• _YOUR TASK_: Every line with the word "Vevey" in it should be extracted from the data that follows.

• _SUPPLIED DATA_:
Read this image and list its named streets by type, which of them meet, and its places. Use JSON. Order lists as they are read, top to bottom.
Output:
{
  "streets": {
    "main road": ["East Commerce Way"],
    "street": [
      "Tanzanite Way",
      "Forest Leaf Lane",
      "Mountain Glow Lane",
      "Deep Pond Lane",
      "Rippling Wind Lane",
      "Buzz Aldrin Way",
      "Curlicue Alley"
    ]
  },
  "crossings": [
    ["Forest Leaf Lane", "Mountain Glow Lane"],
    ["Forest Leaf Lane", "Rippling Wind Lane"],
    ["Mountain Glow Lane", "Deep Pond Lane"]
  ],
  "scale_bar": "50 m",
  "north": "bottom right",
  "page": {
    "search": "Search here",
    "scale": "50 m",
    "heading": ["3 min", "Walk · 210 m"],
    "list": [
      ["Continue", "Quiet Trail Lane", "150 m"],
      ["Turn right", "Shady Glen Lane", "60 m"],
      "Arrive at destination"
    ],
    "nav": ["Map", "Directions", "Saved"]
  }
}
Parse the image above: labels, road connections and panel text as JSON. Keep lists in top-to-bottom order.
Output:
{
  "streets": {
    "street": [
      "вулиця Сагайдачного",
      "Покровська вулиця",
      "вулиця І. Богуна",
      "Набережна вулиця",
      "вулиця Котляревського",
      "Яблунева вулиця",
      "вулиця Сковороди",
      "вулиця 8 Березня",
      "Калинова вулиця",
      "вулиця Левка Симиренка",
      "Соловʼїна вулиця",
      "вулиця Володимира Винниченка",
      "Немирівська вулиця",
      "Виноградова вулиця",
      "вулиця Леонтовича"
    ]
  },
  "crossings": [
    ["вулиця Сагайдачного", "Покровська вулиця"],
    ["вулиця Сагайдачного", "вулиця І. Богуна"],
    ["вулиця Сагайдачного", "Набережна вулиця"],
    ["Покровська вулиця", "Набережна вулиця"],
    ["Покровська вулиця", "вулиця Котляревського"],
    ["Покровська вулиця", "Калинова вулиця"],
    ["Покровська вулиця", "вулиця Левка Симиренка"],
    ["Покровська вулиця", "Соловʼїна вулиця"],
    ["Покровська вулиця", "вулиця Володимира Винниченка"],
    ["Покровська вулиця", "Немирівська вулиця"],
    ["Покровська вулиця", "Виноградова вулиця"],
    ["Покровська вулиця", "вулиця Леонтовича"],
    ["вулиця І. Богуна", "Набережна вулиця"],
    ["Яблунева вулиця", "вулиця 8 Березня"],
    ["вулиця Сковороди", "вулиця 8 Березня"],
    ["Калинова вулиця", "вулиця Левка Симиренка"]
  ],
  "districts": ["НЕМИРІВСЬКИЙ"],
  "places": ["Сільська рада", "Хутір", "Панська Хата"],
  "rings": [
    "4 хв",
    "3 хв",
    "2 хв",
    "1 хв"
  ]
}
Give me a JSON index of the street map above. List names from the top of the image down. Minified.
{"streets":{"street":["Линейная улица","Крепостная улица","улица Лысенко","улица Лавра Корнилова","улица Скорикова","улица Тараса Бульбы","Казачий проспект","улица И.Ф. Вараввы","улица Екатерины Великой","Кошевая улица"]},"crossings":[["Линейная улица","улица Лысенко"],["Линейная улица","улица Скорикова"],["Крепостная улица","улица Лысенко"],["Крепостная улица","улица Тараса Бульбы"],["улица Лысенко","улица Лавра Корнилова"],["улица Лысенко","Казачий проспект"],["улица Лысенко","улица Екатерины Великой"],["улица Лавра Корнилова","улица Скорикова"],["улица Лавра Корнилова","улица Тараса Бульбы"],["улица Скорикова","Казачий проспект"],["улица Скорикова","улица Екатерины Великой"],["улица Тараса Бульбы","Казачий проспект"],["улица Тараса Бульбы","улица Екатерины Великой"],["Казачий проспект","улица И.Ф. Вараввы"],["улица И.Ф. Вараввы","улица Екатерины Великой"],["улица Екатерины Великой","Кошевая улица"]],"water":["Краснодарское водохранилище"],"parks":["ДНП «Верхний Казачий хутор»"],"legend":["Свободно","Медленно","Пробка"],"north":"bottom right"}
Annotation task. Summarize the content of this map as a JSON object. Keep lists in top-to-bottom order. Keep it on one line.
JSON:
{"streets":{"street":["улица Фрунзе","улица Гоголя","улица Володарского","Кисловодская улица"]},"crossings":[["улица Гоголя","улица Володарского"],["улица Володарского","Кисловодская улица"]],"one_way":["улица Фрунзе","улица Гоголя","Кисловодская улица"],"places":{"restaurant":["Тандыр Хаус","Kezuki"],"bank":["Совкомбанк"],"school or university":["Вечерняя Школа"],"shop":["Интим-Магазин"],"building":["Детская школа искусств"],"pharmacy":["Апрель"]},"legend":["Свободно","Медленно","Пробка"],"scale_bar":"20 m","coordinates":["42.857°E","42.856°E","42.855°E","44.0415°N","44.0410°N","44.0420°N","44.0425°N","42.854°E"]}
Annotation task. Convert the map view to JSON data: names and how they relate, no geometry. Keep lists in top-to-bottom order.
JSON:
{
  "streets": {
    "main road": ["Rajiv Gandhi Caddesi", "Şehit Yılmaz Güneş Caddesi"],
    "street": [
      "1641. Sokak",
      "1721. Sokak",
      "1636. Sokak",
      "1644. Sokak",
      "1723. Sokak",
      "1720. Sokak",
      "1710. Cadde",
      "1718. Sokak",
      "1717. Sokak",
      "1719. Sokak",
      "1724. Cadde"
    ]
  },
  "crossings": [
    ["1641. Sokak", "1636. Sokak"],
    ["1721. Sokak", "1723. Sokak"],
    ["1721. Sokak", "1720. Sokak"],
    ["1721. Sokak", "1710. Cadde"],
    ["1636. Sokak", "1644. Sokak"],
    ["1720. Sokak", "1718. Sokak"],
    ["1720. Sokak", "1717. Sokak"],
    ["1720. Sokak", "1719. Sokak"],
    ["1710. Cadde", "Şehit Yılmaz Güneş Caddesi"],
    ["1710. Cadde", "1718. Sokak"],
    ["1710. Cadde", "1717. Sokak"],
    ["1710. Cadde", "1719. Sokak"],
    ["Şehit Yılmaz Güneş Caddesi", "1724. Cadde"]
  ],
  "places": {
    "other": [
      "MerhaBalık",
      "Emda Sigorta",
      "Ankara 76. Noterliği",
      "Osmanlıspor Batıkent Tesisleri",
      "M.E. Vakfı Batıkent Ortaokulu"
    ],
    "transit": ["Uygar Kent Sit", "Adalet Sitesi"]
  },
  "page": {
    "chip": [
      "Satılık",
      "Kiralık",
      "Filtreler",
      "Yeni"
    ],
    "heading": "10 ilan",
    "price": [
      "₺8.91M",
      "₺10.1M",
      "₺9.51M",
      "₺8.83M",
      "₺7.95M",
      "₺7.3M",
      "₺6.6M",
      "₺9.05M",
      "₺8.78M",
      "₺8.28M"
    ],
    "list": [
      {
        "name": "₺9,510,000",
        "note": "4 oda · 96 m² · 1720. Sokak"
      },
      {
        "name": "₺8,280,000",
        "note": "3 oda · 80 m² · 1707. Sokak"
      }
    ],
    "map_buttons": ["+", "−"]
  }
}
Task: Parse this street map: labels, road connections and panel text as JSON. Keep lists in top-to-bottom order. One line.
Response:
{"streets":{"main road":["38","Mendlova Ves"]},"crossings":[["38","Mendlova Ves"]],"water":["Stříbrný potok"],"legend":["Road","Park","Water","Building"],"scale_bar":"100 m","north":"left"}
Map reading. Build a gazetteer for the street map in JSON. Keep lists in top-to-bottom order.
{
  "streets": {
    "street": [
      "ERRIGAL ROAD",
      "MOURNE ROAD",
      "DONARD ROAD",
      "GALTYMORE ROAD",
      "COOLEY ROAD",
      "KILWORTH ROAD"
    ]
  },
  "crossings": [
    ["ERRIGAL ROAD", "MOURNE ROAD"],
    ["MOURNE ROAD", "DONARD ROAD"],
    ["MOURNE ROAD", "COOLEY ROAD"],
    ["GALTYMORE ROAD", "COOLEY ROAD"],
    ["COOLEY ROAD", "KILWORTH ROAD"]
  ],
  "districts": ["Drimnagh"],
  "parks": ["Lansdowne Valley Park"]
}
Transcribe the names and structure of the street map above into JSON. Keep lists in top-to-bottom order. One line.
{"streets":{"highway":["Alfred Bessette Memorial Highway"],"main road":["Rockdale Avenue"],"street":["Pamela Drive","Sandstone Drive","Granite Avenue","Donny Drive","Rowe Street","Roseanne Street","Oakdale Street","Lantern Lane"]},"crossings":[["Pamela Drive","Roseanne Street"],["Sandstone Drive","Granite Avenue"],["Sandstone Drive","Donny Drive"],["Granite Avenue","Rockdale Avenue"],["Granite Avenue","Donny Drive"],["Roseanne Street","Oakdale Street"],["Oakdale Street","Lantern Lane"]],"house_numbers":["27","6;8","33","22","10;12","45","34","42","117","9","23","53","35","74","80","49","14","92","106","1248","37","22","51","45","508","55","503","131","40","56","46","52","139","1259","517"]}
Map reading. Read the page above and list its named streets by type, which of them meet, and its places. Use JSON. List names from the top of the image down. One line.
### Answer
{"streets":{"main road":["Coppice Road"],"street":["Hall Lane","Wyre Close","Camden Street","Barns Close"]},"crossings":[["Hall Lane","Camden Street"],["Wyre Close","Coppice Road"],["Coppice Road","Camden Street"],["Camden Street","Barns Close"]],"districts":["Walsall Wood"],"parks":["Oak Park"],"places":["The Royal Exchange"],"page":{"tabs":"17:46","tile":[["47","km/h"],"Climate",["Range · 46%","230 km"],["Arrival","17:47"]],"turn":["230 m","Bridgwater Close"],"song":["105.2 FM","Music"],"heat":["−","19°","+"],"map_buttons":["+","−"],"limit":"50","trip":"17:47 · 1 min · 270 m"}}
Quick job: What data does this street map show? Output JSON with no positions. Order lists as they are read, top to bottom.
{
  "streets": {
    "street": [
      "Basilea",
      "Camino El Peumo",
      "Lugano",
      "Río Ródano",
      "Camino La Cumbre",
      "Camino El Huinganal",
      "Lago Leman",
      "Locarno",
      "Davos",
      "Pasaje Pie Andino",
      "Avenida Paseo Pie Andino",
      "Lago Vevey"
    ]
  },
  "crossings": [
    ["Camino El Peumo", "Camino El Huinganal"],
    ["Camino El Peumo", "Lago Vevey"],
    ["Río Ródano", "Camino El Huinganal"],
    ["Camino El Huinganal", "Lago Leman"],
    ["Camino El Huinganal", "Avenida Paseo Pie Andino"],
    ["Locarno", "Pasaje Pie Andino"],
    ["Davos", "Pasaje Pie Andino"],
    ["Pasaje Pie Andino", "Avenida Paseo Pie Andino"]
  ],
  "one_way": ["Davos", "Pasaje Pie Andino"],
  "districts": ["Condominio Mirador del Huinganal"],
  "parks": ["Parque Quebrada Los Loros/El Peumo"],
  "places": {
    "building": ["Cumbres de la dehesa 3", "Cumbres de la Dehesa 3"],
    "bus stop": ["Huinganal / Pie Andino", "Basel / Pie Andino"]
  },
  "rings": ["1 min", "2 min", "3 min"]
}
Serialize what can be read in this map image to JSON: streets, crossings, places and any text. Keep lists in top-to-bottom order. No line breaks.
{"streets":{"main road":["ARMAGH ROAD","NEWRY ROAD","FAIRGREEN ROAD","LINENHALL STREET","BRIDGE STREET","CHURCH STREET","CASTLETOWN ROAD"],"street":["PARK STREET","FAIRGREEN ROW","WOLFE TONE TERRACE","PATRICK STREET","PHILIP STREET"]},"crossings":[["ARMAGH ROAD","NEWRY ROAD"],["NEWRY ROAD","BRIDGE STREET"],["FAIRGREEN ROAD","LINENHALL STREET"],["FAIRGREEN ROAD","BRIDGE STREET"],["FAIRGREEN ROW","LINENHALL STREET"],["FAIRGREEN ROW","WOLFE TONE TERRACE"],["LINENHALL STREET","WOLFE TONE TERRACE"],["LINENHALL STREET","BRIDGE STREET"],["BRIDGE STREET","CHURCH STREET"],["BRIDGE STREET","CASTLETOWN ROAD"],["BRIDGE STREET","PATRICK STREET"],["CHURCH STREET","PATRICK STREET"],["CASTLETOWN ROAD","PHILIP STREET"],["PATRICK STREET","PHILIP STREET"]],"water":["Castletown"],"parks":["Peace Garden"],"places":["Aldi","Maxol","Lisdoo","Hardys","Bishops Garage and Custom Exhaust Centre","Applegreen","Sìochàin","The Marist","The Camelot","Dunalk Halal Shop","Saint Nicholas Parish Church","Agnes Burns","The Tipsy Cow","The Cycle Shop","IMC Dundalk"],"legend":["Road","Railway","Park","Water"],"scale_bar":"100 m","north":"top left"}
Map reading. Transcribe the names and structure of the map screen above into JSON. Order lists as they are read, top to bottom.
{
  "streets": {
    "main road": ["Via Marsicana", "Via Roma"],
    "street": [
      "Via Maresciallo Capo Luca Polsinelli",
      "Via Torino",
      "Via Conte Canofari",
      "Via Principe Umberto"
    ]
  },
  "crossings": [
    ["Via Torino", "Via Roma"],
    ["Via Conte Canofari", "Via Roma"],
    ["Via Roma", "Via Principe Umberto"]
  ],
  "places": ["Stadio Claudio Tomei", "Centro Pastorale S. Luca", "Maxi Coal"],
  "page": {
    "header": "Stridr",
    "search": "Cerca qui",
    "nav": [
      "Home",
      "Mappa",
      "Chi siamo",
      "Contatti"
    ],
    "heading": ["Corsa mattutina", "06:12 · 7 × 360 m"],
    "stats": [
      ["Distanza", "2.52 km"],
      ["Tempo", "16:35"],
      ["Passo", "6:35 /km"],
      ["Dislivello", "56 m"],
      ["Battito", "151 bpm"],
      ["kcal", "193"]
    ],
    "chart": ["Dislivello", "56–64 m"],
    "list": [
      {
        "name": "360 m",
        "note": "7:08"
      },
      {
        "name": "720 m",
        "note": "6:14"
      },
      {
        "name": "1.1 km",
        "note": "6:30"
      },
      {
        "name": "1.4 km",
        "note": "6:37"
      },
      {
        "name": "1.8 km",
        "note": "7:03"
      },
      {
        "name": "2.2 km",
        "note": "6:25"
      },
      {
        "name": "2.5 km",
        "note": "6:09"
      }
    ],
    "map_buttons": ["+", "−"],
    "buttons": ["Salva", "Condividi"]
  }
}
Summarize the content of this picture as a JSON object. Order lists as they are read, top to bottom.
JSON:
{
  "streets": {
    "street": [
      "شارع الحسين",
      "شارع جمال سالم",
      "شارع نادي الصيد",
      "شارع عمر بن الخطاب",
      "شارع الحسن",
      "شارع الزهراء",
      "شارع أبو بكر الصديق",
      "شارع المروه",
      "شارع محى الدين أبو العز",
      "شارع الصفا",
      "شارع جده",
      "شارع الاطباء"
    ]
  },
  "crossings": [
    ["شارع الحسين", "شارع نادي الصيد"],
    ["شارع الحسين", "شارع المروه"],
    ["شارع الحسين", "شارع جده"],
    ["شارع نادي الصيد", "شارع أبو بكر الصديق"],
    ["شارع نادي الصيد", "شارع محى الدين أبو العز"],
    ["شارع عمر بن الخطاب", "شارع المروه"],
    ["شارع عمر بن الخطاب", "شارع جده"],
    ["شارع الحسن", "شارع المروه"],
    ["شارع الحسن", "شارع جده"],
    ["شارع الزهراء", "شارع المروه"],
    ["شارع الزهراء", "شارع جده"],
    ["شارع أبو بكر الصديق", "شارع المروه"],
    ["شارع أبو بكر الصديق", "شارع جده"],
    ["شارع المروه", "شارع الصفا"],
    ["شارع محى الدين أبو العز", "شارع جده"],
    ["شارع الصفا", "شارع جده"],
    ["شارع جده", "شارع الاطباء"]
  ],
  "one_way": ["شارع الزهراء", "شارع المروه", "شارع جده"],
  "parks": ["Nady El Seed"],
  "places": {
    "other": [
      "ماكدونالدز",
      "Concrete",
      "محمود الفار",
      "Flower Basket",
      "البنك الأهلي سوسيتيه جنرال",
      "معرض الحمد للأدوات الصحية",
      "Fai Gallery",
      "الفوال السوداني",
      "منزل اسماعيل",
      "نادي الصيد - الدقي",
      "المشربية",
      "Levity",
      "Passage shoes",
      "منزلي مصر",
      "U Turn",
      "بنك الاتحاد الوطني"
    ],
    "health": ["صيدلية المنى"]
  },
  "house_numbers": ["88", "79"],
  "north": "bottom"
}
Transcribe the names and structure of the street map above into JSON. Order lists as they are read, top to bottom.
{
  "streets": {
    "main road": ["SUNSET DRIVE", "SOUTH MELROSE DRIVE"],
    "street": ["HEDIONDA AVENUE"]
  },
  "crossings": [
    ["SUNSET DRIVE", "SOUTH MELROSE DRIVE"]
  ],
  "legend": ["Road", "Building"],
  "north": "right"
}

• _ANSWER TO THIS EXERCISE_:
      "Lago Vevey"
    ["Camino El Peumo", "Lago Vevey"],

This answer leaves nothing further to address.